▸ **Exercise aim**: Return the listing below word for word.
****************************************
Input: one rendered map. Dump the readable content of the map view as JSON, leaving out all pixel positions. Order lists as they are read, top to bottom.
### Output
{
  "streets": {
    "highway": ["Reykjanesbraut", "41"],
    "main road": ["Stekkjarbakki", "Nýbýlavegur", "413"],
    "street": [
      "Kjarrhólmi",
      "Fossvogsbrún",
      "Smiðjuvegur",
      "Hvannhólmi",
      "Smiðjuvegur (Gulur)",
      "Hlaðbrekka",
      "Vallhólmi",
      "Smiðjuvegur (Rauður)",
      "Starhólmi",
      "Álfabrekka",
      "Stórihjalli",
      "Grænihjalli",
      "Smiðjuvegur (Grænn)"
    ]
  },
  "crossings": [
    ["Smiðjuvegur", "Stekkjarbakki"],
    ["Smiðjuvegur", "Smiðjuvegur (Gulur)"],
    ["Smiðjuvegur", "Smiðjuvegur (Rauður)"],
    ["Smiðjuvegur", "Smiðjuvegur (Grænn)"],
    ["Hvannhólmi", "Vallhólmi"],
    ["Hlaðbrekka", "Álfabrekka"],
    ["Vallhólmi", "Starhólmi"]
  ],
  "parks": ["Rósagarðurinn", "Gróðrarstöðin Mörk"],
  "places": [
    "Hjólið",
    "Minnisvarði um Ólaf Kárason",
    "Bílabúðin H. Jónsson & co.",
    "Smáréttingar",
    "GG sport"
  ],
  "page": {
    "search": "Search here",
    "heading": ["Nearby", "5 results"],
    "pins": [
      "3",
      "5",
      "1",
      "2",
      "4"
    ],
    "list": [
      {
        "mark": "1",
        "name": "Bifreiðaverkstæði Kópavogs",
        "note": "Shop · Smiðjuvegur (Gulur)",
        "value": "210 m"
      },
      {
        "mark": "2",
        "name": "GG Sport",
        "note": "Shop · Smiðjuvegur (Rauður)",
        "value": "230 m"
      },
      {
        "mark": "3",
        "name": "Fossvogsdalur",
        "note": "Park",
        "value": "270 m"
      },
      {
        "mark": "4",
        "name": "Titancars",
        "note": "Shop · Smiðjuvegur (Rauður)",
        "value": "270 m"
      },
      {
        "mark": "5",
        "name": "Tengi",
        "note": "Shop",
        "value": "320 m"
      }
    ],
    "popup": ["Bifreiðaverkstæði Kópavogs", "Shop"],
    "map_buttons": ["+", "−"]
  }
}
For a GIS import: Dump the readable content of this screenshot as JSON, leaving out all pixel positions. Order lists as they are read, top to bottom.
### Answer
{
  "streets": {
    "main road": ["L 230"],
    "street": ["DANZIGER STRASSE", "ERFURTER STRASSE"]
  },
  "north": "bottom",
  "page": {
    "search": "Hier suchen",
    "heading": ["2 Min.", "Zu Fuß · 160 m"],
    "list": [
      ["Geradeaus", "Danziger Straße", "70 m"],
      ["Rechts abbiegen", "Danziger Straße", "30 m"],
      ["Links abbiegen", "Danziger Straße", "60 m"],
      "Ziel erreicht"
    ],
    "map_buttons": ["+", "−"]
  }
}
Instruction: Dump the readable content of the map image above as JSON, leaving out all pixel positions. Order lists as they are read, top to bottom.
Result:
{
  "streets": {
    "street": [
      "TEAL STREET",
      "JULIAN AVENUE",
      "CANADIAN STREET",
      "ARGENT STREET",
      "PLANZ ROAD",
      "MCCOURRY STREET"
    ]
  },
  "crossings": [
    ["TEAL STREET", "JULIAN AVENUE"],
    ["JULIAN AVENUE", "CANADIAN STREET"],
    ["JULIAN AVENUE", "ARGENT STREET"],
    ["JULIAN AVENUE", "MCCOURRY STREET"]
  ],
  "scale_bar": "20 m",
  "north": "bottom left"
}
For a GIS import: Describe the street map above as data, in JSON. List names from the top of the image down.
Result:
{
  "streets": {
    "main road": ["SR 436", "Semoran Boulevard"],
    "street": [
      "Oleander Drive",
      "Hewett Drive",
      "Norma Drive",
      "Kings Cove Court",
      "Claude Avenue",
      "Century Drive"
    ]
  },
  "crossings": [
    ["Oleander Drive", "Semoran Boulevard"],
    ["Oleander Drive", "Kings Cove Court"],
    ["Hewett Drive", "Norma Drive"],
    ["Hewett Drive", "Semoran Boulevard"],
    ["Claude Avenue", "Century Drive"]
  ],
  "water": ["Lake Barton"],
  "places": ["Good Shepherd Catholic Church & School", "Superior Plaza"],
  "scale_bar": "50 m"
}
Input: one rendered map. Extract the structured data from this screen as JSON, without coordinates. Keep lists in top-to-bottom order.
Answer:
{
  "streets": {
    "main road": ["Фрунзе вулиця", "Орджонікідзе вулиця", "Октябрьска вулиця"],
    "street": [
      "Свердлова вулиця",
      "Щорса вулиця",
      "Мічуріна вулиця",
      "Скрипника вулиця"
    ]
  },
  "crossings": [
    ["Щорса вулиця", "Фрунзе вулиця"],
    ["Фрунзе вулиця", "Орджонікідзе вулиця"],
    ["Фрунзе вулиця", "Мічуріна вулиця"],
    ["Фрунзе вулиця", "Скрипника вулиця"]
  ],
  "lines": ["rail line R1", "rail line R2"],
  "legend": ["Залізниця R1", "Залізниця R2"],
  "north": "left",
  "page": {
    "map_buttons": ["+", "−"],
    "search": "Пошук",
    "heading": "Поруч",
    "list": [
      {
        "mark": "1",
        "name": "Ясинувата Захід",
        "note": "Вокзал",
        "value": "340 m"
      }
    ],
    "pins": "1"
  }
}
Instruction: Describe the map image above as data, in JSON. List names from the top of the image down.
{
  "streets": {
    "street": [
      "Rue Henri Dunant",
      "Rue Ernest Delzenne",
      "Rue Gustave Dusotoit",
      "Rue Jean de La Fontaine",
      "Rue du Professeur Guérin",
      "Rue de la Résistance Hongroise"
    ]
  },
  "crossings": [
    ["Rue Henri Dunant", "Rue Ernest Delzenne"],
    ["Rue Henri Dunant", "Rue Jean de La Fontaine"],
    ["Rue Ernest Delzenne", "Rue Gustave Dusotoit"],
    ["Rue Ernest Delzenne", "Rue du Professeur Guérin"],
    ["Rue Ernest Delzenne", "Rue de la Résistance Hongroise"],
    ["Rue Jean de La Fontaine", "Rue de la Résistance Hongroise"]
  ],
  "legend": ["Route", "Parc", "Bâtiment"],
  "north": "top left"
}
****************************************
▸ **Output of the task**:
Input: one rendered map. Dump the readable content of the map view as JSON, leaving out all pixel positions. Order lists as they are read, top to bottom.
### Output
{
  "streets": {
    "highway": ["Reykjanesbraut", "41"],
    "main road": ["Stekkjarbakki", "Nýbýlavegur", "413"],
    "street": [
      "Kjarrhólmi",
      "Fossvogsbrún",
      "Smiðjuvegur",
      "Hvannhólmi",
      "Smiðjuvegur (Gulur)",
      "Hlaðbrekka",
      "Vallhólmi",
      "Smiðjuvegur (Rauður)",
      "Starhólmi",
      "Álfabrekka",
      "Stórihjalli",
      "Grænihjalli",
      "Smiðjuvegur (Grænn)"
    ]
  },
  "crossings": [
    ["Smiðjuvegur", "Stekkjarbakki"],
    ["Smiðjuvegur", "Smiðjuvegur (Gulur)"],
    ["Smiðjuvegur", "Smiðjuvegur (Rauður)"],
    ["Smiðjuvegur", "Smiðjuvegur (Grænn)"],
    ["Hvannhólmi", "Vallhólmi"],
    ["Hlaðbrekka", "Álfabrekka"],
    ["Vallhólmi", "Starhólmi"]
  ],
  "parks": ["Rósagarðurinn", "Gróðrarstöðin Mörk"],
  "places": [
    "Hjólið",
    "Minnisvarði um Ólaf Kárason",
    "Bílabúðin H. Jónsson & co.",
    "Smáréttingar",
    "GG sport"
  ],
  "page": {
    "search": "Search here",
    "heading": ["Nearby", "5 results"],
    "pins": [
      "3",
      "5",
      "1",
      "2",
      "4"
    ],
    "list": [
      {
        "mark": "1",
        "name": "Bifreiðaverkstæði Kópavogs",
        "note": "Shop · Smiðjuvegur (Gulur)",
        "value": "210 m"
      },
      {
        "mark": "2",
        "name": "GG Sport",
        "note": "Shop · Smiðjuvegur (Rauður)",
        "value": "230 m"
      },
      {
        "mark": "3",
        "name": "Fossvogsdalur",
        "note": "Park",
        "value": "270 m"
      },
      {
        "mark": "4",
        "name": "Titancars",
        "note": "Shop · Smiðjuvegur (Rauður)",
        "value": "270 m"
      },
      {
        "mark": "5",
        "name": "Tengi",
        "note": "Shop",
        "value": "320 m"
      }
    ],
    "popup": ["Bifreiðaverkstæði Kópavogs", "Shop"],
    "map_buttons": ["+", "−"]
  }
}
For a GIS import: Dump the readable content of this screenshot as JSON, leaving out all pixel positions. Order lists as they are read, top to bottom.
### Answer
{
  "streets": {
    "main road": ["L 230"],
    "street": ["DANZIGER STRASSE", "ERFURTER STRASSE"]
  },
  "north": "bottom",
  "page": {
    "search": "Hier suchen",
    "heading": ["2 Min.", "Zu Fuß · 160 m"],
    "list": [
      ["Geradeaus", "Danziger Straße", "70 m"],
      ["Rechts abbiegen", "Danziger Straße", "30 m"],
      ["Links abbiegen", "Danziger Straße", "60 m"],
      "Ziel erreicht"
    ],
    "map_buttons": ["+", "−"]
  }
}
Instruction: Dump the readable content of the map image above as JSON, leaving out all pixel positions. Order lists as they are read, top to bottom.
Result:
{
  "streets": {
    "street": [
      "TEAL STREET",
      "JULIAN AVENUE",
      "CANADIAN STREET",
      "ARGENT STREET",
      "PLANZ ROAD",
      "MCCOURRY STREET"
    ]
  },
  "crossings": [
    ["TEAL STREET", "JULIAN AVENUE"],
    ["JULIAN AVENUE", "CANADIAN STREET"],
    ["JULIAN AVENUE", "ARGENT STREET"],
    ["JULIAN AVENUE", "MCCOURRY STREET"]
  ],
  "scale_bar": "20 m",
  "north": "bottom left"
}
For a GIS import: Describe the street map above as data, in JSON. List names from the top of the image down.
Result:
{
  "streets": {
    "main road": ["SR 436", "Semoran Boulevard"],
    "street": [
      "Oleander Drive",
      "Hewett Drive",
      "Norma Drive",
      "Kings Cove Court",
      "Claude Avenue",
      "Century Drive"
    ]
  },
  "crossings": [
    ["Oleander Drive", "Semoran Boulevard"],
    ["Oleander Drive", "Kings Cove Court"],
    ["Hewett Drive", "Norma Drive"],
    ["Hewett Drive", "Semoran Boulevard"],
    ["Claude Avenue", "Century Drive"]
  ],
  "water": ["Lake Barton"],
  "places": ["Good Shepherd Catholic Church & School", "Superior Plaza"],
  "scale_bar": "50 m"
}
Input: one rendered map. Extract the structured data from this screen as JSON, without coordinates. Keep lists in top-to-bottom order.
Answer:
{
  "streets": {
    "main road": ["Фрунзе вулиця", "Орджонікідзе вулиця", "Октябрьска вулиця"],
    "street": [
      "Свердлова вулиця",
      "Щорса вулиця",
      "Мічуріна вулиця",
      "Скрипника вулиця"
    ]
  },
  "crossings": [
    ["Щорса вулиця", "Фрунзе вулиця"],
    ["Фрунзе вулиця", "Орджонікідзе вулиця"],
    ["Фрунзе вулиця", "Мічуріна вулиця"],
    ["Фрунзе вулиця", "Скрипника вулиця"]
  ],
  "lines": ["rail line R1", "rail line R2"],
  "legend": ["Залізниця R1", "Залізниця R2"],
  "north": "left",
  "page": {
    "map_buttons": ["+", "−"],
    "search": "Пошук",
    "heading": "Поруч",
    "list": [
      {
        "mark": "1",
        "name": "Ясинувата Захід",
        "note": "Вокзал",
        "value": "340 m"
      }
    ],
    "pins": "1"
  }
}
Instruction: Describe the map image above as data, in JSON. List names from the top of the image down.
{
  "streets": {
    "street": [
      "Rue Henri Dunant",
      "Rue Ernest Delzenne",
      "Rue Gustave Dusotoit",
      "Rue Jean de La Fontaine",
      "Rue du Professeur Guérin",
      "Rue de la Résistance Hongroise"
    ]
  },
  "crossings": [
    ["Rue Henri Dunant", "Rue Ernest Delzenne"],
    ["Rue Henri Dunant", "Rue Jean de La Fontaine"],
    ["Rue Ernest Delzenne", "Rue Gustave Dusotoit"],
    ["Rue Ernest Delzenne", "Rue du Professeur Guérin"],
    ["Rue Ernest Delzenne", "Rue de la Résistance Hongroise"],
    ["Rue Jean de La Fontaine", "Rue de la Résistance Hongroise"]
  ],
  "legend": ["Route", "Parc", "Bâtiment"],
  "north": "top left"
}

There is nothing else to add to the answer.